The cover, for those of you who many not know it well (I don't) is a typical mystery/horror/monster scene of the nieve man swinging a pick-ax trying to free a frozen Cyclops laying trapped in the ice. He comments, "It's No Good, He's been frozen too long. We'll never get him free."  But behind him, a blonde recoils in horror as the arm of the Cyclops rises, cracking out of the ice, putting the lie to the man's observation that "He's been frozen too long. We'll NEVER get him out."

 

That's when it dawned on me....this is exactly the same series that features Captain America as the split book feature come issue #59!  And then, about 3 and a half years later, Captain America takes over the whole book and it changes title with issue #100.

 

So what's so ironic about this, you ask?
What's the matter,kid, do I have to spell it out for you?

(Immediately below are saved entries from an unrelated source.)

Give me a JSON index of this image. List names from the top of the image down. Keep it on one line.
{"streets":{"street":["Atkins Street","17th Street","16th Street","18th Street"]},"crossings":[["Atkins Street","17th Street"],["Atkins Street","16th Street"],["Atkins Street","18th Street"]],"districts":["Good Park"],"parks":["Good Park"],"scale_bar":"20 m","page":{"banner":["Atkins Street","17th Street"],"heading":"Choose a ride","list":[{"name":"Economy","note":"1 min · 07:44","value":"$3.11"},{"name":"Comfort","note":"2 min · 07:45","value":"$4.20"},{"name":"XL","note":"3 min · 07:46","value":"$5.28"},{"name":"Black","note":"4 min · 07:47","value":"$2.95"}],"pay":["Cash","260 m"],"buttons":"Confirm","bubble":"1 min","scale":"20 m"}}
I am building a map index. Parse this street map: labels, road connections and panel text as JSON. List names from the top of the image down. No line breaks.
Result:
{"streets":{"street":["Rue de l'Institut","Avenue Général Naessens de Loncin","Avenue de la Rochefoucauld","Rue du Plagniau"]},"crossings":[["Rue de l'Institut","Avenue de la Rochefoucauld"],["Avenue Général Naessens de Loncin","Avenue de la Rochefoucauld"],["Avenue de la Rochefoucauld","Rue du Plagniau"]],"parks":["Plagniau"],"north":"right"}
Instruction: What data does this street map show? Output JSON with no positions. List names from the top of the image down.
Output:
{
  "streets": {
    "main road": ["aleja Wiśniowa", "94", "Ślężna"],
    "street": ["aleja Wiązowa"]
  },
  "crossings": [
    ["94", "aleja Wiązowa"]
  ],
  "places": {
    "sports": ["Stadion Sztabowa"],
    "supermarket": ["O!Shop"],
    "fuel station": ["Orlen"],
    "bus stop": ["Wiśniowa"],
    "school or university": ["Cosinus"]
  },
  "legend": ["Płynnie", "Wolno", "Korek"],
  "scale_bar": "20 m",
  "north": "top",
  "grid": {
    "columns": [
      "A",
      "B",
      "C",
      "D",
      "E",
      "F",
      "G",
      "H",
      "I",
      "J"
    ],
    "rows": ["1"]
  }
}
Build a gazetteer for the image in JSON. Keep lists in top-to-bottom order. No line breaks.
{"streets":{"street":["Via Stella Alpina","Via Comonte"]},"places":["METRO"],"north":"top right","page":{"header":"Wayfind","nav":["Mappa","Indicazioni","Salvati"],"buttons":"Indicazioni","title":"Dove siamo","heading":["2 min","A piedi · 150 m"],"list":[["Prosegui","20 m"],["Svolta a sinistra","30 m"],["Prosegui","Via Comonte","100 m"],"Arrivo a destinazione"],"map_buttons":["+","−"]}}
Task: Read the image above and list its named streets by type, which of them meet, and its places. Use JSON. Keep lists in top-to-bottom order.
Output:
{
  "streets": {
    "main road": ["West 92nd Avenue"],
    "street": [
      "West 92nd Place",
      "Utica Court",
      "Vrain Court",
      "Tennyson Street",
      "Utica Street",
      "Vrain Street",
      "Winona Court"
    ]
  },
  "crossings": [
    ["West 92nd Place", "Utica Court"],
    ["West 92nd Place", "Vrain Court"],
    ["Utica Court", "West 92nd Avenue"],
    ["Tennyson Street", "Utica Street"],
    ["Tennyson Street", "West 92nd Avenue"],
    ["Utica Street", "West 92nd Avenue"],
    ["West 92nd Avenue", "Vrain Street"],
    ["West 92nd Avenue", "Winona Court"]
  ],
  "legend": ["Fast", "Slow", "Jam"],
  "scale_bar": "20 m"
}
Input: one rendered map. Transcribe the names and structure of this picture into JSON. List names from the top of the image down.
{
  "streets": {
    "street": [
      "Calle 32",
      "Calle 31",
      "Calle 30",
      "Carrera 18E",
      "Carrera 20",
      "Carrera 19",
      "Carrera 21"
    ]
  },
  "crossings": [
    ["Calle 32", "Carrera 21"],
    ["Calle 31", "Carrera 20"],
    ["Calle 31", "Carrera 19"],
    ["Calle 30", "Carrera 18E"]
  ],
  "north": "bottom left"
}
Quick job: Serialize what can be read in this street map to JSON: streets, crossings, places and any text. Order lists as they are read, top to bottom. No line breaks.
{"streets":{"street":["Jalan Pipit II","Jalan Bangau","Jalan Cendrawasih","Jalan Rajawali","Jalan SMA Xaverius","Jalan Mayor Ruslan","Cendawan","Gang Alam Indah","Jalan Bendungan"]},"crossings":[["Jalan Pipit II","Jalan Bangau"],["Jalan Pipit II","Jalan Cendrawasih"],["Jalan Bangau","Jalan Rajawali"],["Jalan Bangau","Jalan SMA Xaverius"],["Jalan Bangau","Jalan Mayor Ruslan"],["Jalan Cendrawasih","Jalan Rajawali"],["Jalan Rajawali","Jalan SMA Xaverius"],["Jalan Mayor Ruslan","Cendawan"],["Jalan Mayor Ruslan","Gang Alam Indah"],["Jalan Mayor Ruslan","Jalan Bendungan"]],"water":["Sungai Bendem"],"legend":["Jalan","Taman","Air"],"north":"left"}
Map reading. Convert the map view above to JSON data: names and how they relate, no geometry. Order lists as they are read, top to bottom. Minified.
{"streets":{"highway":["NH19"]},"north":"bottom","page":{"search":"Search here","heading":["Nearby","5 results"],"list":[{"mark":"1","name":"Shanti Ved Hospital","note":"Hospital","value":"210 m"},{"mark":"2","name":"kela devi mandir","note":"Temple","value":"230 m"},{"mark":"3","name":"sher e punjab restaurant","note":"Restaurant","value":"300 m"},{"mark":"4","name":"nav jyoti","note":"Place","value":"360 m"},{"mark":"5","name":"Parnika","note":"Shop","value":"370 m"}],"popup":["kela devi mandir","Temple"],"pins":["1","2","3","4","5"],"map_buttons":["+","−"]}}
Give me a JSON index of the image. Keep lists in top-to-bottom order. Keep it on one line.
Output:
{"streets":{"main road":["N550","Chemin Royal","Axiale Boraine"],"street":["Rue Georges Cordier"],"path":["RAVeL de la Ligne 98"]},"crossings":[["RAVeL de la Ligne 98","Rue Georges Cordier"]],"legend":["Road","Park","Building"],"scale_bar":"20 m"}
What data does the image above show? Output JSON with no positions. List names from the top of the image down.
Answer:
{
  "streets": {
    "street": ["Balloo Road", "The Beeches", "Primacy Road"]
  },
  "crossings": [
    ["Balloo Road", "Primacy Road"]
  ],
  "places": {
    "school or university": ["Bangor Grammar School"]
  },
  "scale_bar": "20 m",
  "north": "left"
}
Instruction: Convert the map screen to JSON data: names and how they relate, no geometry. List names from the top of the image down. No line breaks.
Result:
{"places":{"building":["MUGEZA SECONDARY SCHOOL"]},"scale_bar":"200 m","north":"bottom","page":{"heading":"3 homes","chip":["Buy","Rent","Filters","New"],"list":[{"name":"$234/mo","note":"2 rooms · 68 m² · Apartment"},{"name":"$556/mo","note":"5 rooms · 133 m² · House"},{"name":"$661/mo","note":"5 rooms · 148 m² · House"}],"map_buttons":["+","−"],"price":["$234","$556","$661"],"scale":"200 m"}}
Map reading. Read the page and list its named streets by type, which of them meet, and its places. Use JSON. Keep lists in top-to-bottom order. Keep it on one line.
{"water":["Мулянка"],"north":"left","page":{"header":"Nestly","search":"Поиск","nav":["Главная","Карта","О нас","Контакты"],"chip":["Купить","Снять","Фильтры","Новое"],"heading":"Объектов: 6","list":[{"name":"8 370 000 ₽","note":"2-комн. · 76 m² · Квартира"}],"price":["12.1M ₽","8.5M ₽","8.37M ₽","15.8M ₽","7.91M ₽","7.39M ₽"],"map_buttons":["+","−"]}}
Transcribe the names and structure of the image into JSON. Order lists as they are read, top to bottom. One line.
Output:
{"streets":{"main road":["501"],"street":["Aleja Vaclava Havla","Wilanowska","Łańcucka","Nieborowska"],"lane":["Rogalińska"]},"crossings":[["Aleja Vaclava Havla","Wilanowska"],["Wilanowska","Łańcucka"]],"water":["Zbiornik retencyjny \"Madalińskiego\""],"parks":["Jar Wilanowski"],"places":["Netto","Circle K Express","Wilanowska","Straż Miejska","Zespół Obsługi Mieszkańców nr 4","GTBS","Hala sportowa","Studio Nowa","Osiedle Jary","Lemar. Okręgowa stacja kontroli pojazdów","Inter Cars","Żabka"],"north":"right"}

Alright, call it coincidental then....I think it's ironic!

 

Captain America was found frozen in ice, in Avengers #4 (1963)... and were it not for the intervention of a pissed-off Namor (shown so clearly in flashback in Captain America #100), he'd still be a human popcicle that some Eskimos would be worshiping for decades to come, or until global warming released him to drown.  (Hmmmm...that might make for a good What If, eh?)

 

What other ironic/coincidental covers can we come up with?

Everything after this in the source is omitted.